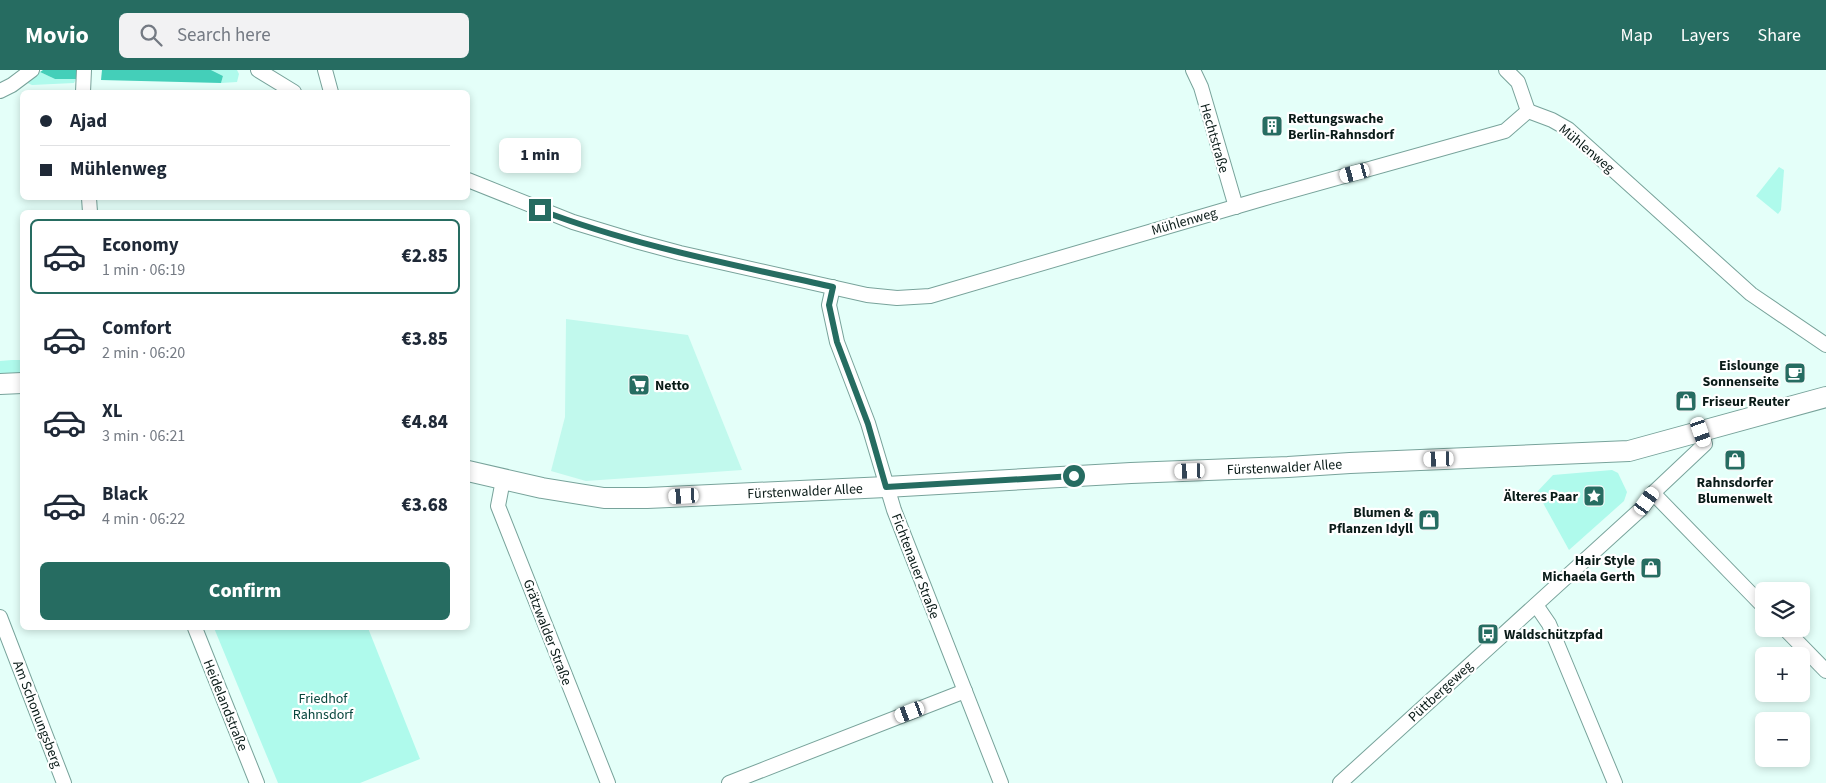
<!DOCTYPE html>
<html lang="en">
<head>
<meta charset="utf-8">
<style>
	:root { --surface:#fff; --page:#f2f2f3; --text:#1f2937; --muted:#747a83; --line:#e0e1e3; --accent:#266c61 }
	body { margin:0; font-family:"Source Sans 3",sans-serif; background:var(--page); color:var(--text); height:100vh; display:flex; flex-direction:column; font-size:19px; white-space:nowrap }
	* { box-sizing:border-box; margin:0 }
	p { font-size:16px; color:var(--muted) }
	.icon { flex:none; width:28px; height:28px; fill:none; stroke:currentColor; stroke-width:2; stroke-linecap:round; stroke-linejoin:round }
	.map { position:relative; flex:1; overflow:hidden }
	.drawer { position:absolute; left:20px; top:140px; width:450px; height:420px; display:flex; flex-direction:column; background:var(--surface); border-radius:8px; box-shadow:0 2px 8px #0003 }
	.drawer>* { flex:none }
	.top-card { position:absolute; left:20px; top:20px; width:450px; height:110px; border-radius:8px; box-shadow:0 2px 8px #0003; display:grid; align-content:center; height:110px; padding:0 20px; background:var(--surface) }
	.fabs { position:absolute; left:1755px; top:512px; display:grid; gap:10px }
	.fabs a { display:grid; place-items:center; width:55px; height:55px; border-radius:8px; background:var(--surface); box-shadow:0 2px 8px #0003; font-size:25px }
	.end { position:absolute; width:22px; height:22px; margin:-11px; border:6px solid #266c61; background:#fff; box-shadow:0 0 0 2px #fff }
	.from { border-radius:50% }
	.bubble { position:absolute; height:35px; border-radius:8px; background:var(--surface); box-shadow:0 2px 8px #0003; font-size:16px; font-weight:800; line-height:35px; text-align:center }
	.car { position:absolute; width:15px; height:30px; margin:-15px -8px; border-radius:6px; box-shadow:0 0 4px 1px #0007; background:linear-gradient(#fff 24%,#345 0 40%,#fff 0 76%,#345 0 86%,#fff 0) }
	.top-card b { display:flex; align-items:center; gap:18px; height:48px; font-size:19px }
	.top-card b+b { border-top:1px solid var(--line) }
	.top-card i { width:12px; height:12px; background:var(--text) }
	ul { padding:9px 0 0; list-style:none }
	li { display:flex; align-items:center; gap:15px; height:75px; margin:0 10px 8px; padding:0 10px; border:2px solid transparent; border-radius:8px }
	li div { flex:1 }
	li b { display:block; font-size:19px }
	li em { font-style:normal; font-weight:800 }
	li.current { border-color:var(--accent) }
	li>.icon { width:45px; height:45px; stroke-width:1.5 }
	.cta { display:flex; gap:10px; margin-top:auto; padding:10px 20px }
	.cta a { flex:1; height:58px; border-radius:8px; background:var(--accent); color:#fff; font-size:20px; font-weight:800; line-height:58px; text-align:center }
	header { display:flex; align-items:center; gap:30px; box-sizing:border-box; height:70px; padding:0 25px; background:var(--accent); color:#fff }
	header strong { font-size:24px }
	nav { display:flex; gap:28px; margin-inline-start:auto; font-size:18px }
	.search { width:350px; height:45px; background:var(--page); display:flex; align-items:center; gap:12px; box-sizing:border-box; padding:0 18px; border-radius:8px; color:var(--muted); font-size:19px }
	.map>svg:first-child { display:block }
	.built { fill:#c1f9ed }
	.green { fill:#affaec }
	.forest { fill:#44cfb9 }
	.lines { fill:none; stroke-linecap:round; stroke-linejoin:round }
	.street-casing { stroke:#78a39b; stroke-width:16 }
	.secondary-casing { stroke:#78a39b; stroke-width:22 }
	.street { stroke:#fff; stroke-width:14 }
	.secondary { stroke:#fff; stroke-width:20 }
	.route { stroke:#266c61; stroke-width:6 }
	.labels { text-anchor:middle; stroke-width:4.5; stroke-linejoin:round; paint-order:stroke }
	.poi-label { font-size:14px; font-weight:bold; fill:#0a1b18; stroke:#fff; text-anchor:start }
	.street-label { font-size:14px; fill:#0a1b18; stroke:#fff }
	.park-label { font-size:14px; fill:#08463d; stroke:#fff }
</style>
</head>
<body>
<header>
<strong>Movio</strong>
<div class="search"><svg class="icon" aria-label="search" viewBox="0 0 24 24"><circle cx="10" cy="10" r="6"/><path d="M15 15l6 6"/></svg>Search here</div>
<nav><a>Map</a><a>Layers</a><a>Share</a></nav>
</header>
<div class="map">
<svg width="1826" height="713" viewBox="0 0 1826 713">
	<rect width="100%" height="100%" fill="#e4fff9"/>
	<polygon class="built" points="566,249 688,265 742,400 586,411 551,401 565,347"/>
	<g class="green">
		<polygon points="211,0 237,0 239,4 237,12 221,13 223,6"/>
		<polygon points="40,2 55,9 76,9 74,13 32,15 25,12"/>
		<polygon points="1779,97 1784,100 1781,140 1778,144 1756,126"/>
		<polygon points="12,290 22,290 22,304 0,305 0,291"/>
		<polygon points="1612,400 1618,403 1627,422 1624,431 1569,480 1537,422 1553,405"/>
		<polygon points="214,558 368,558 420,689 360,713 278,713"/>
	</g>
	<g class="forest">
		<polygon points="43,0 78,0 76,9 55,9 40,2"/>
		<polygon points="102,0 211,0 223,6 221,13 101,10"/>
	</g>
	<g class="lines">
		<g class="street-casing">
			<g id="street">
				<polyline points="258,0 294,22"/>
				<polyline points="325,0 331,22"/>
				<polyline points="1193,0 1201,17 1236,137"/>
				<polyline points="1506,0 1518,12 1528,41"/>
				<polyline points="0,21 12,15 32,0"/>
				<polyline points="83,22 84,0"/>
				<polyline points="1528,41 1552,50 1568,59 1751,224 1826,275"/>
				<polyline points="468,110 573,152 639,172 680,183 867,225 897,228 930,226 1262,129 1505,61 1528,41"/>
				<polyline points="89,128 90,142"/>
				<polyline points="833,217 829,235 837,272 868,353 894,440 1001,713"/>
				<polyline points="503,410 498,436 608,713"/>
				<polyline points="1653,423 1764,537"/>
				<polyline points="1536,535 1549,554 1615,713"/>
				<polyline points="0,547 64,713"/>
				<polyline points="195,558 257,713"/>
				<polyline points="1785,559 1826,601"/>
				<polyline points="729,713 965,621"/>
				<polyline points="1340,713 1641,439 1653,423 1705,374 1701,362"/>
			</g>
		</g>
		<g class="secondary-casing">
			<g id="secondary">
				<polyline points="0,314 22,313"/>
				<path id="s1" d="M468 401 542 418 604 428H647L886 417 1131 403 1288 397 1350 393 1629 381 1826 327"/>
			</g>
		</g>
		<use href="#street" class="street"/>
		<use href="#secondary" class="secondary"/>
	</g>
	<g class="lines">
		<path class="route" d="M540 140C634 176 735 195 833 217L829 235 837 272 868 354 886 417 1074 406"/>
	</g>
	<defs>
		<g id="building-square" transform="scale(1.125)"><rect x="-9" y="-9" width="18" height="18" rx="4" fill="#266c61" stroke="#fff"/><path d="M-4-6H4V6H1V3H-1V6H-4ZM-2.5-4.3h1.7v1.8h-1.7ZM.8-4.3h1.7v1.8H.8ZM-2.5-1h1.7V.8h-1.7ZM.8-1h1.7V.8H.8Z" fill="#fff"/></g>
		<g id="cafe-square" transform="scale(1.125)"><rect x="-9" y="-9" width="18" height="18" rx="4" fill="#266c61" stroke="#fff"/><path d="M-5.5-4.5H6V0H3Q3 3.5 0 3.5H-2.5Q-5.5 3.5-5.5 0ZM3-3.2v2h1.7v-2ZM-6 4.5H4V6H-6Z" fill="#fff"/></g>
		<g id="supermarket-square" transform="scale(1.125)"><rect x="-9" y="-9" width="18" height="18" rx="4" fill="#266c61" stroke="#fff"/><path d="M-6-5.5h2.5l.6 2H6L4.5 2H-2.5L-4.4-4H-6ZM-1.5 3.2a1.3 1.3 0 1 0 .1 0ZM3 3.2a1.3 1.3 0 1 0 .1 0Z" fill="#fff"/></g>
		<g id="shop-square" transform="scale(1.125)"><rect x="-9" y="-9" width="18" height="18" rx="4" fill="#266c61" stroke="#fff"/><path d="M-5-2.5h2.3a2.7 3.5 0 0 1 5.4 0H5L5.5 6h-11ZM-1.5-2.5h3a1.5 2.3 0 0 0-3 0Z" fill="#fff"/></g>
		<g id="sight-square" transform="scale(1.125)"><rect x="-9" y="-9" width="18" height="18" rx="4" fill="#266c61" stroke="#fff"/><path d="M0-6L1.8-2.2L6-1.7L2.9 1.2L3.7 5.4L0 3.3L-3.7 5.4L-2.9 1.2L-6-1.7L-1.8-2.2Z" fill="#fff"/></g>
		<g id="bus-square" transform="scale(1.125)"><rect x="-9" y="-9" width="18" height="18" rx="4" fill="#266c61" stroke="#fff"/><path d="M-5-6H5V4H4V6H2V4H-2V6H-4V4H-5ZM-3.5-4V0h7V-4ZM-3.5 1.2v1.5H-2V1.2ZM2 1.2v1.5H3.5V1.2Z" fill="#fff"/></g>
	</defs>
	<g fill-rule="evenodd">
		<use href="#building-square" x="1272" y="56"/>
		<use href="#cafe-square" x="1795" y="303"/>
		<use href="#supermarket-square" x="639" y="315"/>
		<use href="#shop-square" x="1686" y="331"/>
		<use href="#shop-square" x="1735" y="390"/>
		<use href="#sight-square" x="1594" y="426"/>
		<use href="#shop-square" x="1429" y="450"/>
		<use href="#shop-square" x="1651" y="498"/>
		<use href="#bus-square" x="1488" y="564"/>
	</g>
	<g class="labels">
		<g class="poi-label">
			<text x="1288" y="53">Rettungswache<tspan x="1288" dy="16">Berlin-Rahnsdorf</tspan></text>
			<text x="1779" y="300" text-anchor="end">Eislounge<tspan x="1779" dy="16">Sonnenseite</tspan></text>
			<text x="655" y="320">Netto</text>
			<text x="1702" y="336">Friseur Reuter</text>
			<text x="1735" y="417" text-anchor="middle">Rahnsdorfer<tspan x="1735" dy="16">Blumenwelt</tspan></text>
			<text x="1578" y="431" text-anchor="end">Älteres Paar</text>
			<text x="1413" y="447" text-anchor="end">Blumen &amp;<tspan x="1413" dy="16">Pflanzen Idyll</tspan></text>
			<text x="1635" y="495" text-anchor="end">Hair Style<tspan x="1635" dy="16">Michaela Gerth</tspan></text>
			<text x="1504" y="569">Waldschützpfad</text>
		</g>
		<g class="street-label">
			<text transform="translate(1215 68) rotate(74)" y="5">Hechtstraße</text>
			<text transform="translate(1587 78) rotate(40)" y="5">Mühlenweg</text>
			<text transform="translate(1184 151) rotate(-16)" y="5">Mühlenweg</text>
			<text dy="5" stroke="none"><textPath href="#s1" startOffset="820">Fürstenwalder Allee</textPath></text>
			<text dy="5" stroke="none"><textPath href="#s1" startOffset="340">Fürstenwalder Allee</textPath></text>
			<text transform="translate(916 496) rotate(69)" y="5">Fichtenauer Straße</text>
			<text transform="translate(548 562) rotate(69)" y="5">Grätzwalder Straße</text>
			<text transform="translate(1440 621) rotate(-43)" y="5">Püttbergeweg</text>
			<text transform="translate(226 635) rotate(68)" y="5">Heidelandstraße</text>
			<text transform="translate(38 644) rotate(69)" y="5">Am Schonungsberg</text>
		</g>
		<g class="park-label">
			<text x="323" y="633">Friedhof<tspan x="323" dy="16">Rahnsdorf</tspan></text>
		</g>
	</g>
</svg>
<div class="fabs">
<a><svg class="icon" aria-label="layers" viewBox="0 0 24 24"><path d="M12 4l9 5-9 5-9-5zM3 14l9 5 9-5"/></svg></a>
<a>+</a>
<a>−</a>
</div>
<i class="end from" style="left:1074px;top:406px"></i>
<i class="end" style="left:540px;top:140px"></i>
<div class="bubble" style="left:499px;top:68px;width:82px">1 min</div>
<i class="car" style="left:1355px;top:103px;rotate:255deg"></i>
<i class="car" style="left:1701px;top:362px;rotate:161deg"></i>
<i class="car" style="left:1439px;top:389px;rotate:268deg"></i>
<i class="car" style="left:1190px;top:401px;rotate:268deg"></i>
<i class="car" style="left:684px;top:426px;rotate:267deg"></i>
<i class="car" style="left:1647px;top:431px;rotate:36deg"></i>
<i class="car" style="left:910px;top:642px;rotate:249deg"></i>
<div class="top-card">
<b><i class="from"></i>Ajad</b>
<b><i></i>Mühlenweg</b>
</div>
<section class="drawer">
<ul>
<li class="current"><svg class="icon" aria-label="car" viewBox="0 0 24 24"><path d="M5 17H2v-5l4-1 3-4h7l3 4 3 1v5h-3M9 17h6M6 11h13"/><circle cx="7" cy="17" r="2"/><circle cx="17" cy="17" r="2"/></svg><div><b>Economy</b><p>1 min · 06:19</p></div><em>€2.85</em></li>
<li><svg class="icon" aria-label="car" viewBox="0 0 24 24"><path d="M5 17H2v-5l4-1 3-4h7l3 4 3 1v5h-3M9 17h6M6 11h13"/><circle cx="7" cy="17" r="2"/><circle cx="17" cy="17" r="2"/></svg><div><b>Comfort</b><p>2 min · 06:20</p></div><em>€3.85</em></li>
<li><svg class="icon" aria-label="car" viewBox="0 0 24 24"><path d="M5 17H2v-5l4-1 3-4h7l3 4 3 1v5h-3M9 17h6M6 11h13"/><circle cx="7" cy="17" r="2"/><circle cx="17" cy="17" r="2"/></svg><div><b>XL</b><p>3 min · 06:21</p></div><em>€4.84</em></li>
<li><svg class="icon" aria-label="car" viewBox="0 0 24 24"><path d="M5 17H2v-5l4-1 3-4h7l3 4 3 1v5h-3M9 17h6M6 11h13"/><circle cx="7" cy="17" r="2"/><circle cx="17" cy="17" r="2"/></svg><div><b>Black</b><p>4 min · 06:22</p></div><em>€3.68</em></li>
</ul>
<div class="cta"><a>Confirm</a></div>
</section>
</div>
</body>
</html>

+++++

**Your instructions**
Across the listing, count every line with "strong" in it and give the number only.

**Written solution**
2